Lastly, Marazziti et al.'s study23 revealed that 50 adult OCD patients had serum vitamin D levels that were statistically substantially lower than those of the control group. Despite the fact that this study involved adult OCD patients, it differs significantly from our study in terms of methodology. Firstly, there found a high prevalence of comorbidity with several psychiatric conditions. Out of 50 individuals, thirty-eight had OCD co-occurring with at least one psychiatric illness. Thus, comorbidity may have an impact on OCD patients' low vitamin D levels. Second, at least one psychotropic medication, such as an antidepressant, mood stabilizer, antipsychotic, or benzodiazepine, was taken by 34 out of 50 patients. Drugs that cause psychosis can have an impact on vitamin D levels and OCD severity. Additionally, in certain cases, it may conceal underlying mental illnesses. Consequently, patients who had abstained from psychotropic medication use for a minimum of three months comprised the OCD group in our investigation. Thirdly, no research has been done on vitamin D-related indicators such calcium, phosphorus, ALP, TSH, and PTH levels. Finally, because of the limited sample size, it might not accurately reflect all OCD patients in the community. Additionally, the study did not include a control group, thus a comparison of vitamin D was made between patients and normative values.
Limitations
It is important to acknowledge the limitations of this study. Between July 21 and September 21, when the sun is at its strongest in our nation, we took blood samples. This might have had an impact on both groups' vitamin D levels. Furthermore, no information was gathered about the length of time spent in the sun. OCD sufferers tend to spend a lot of time at home because of their obsessions. They might therefore receive less sunshine exposure. The OCD group's vitamin D levels might have been impacted.
Conclusion
The results showed that compared to healthy controls, newly diagnosed OCD patients had decreased vitamin D levels. The pathogenesis of OCD and the severity of the disorder may be correlated with vitamin D levels. Since sunshine affects vitamin D, more research in various seasons and geographical locations is required to confirm or refute our findings.

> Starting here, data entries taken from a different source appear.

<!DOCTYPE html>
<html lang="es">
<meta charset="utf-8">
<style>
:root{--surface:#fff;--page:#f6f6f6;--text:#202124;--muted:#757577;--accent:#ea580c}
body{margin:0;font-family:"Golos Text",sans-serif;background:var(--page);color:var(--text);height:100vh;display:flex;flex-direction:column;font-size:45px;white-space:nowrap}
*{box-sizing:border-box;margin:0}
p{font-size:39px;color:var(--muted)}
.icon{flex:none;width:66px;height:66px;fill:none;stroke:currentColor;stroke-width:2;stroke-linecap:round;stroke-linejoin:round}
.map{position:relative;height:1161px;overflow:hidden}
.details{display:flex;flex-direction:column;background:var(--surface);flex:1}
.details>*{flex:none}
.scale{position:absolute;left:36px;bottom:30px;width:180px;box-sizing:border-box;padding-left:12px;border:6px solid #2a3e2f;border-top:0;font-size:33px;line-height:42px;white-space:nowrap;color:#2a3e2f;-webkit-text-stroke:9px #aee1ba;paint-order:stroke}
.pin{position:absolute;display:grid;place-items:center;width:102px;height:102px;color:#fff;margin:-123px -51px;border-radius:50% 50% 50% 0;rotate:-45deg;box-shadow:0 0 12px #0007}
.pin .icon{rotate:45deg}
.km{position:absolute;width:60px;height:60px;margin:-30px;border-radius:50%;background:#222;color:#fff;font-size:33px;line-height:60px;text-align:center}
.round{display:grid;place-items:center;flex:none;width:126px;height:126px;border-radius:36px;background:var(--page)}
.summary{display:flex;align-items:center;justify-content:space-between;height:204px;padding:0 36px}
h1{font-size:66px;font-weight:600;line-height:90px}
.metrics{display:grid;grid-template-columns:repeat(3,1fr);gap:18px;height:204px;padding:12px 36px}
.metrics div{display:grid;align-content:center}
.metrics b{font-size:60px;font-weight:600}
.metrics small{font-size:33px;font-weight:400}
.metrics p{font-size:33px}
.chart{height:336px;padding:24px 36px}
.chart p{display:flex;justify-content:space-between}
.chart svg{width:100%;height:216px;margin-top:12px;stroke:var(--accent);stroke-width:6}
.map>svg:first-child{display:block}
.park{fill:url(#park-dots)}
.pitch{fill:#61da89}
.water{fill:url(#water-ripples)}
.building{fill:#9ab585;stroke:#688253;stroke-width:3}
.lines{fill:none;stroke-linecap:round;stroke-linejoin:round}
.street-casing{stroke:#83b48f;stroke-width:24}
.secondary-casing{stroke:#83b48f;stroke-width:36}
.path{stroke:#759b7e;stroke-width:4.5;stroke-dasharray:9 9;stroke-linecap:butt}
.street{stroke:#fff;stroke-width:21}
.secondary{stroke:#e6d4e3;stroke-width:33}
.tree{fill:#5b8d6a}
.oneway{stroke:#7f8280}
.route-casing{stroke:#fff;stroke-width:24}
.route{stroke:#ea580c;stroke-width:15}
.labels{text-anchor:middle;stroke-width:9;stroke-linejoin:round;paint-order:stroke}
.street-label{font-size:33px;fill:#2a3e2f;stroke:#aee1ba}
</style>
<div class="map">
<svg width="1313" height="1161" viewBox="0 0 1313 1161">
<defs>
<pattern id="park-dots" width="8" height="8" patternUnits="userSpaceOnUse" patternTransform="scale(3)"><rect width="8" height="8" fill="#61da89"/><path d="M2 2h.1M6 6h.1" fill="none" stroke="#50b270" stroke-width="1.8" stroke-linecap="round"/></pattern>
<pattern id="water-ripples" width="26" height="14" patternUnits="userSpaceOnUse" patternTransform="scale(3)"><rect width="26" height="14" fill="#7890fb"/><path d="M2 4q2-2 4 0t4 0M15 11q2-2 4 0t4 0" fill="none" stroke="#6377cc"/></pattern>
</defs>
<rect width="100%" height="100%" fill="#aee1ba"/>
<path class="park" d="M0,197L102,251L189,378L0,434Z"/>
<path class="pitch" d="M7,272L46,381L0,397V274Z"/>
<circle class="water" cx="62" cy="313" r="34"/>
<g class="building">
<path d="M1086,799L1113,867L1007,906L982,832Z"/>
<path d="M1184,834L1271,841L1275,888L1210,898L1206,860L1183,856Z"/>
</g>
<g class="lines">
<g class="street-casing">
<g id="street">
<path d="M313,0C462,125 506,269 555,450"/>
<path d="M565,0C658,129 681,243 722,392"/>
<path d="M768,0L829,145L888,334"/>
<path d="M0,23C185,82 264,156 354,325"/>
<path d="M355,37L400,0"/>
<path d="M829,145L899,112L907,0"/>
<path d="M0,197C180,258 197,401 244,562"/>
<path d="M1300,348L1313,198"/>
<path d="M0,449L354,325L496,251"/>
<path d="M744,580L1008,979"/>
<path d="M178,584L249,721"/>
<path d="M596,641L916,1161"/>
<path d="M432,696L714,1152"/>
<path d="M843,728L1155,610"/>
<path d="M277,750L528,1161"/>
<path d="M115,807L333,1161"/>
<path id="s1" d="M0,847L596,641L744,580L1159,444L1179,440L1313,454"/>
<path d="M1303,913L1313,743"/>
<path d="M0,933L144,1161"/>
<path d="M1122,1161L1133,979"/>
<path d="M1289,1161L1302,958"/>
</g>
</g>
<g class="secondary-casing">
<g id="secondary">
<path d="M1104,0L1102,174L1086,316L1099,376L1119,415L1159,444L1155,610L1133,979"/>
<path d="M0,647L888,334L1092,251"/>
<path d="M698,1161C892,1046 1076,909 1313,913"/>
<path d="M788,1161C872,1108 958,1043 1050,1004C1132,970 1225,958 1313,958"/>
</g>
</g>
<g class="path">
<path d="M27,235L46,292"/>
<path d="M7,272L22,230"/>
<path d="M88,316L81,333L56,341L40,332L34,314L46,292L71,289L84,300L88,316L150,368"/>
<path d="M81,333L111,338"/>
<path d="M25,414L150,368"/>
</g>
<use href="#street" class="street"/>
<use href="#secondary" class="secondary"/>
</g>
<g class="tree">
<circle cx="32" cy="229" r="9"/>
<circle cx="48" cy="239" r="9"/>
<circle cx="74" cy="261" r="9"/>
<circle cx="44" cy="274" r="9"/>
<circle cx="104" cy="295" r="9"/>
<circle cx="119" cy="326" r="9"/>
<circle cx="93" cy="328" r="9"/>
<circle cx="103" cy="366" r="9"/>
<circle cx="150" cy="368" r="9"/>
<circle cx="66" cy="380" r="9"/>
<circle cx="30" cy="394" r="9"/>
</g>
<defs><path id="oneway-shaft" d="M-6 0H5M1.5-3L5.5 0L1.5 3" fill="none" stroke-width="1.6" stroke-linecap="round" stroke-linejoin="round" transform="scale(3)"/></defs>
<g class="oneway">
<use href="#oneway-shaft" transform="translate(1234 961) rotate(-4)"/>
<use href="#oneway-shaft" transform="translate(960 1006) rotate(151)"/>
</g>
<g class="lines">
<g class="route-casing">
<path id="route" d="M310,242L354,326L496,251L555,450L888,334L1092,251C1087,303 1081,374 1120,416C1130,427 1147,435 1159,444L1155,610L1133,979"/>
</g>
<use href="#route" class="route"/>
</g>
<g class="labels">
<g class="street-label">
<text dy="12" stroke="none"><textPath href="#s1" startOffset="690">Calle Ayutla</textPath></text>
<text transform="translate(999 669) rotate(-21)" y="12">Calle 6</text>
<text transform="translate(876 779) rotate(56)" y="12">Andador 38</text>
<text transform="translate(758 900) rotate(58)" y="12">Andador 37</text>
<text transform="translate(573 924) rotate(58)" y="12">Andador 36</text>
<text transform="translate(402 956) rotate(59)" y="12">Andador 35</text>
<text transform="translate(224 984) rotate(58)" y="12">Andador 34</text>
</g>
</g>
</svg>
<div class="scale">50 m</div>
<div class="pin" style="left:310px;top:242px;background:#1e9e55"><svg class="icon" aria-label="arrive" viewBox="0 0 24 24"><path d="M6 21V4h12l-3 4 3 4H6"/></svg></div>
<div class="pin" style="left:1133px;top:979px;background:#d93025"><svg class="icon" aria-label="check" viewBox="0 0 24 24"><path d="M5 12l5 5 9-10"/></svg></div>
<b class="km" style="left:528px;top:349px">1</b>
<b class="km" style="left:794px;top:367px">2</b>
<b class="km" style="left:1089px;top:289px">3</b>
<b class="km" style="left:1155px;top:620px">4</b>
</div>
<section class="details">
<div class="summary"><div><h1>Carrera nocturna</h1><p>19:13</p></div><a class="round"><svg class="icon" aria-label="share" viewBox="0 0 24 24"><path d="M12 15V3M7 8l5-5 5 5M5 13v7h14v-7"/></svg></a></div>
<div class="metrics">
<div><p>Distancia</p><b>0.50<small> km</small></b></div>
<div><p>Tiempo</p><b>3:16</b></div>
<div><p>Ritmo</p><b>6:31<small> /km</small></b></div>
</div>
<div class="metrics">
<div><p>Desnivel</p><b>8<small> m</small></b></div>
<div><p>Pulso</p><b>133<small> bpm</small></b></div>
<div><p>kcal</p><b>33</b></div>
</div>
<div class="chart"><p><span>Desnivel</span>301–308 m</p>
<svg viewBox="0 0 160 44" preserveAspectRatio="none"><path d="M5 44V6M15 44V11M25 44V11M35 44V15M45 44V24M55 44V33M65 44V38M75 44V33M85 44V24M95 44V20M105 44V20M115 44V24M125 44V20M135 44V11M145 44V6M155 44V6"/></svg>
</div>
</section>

Declaration of Patient's Consent
The authors confirm that they have all necessary patient permission records in their control. The patient(s) has/have consented in the form for the publication of his/her photos and other clinical data in the journal. The patients are aware that although every attempt will be made to hide their identity and that their names and initials will not be published, anonymity cannot be ensured.